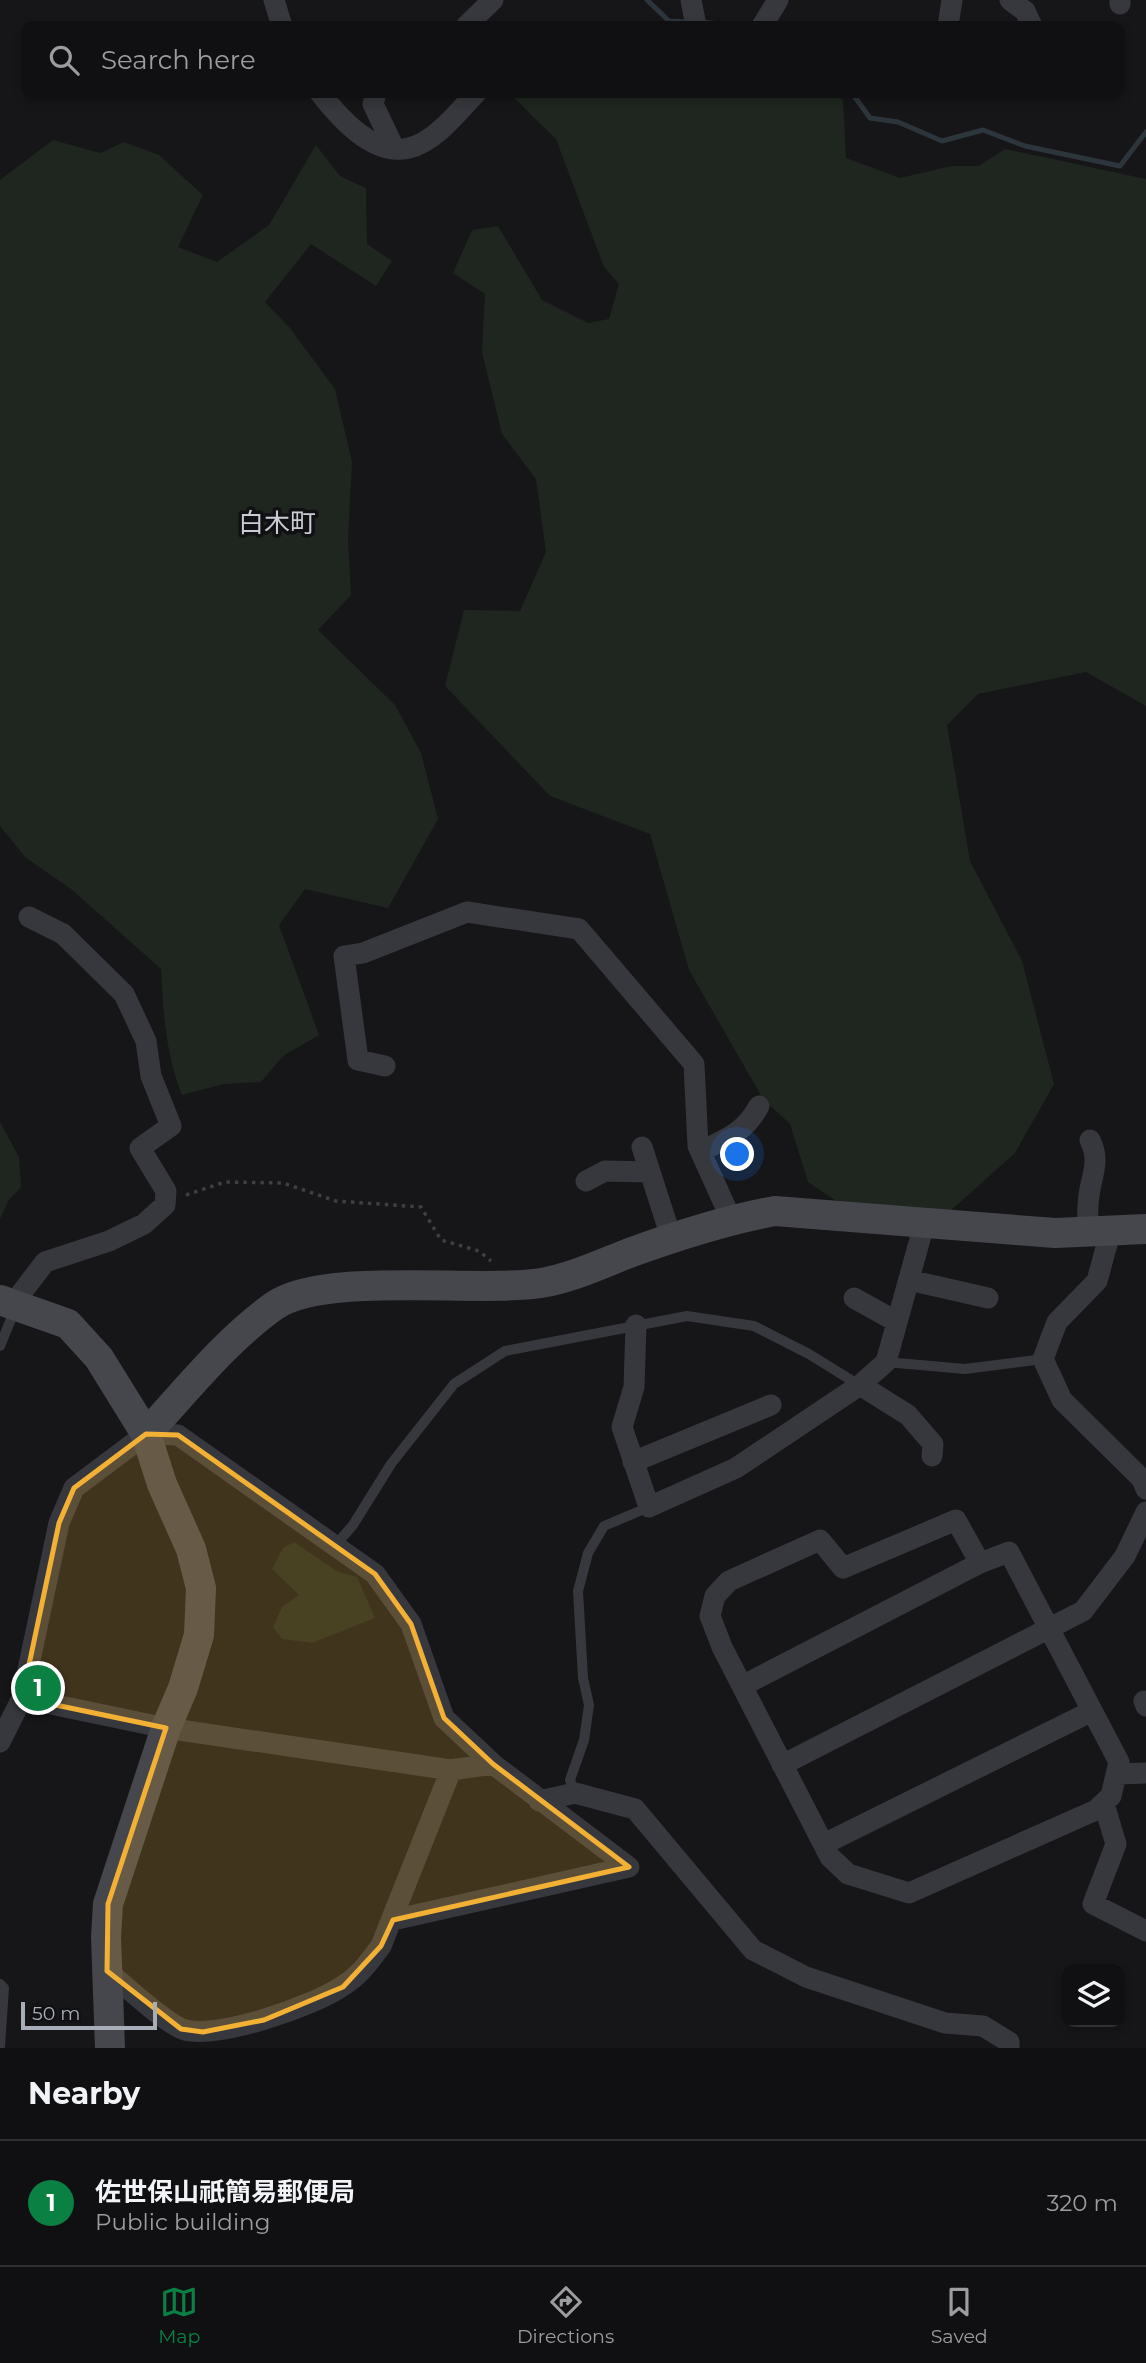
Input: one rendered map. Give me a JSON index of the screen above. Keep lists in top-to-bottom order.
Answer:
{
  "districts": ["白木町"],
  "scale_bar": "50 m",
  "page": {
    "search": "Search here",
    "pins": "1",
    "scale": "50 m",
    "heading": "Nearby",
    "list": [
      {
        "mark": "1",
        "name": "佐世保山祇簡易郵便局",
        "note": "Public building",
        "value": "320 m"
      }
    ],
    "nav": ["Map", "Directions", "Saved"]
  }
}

──────────

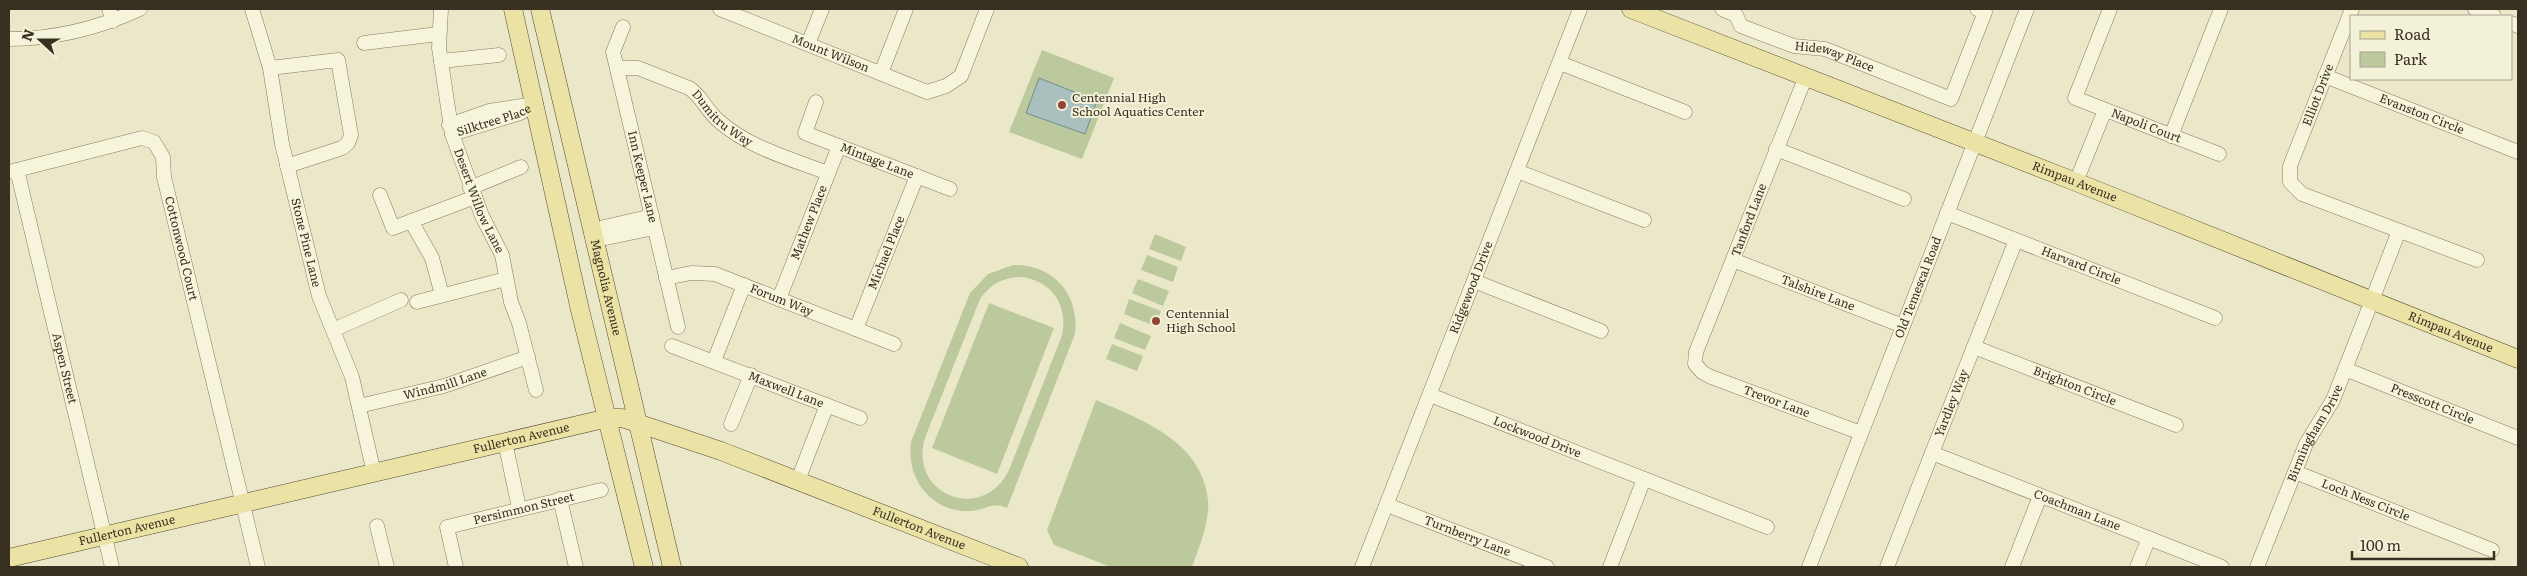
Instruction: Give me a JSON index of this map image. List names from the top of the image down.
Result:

──────────

# PROBLEM DESCRIPTION
Each line above where the word "Give" occurs should be copied out.

# SOLUTION TO THIS EXERCISE
Input: one rendered map. Give me a JSON index of the screen above. Keep lists in top-to-bottom order.
Instruction: Give me a JSON index of this map image. List names from the top of the image down.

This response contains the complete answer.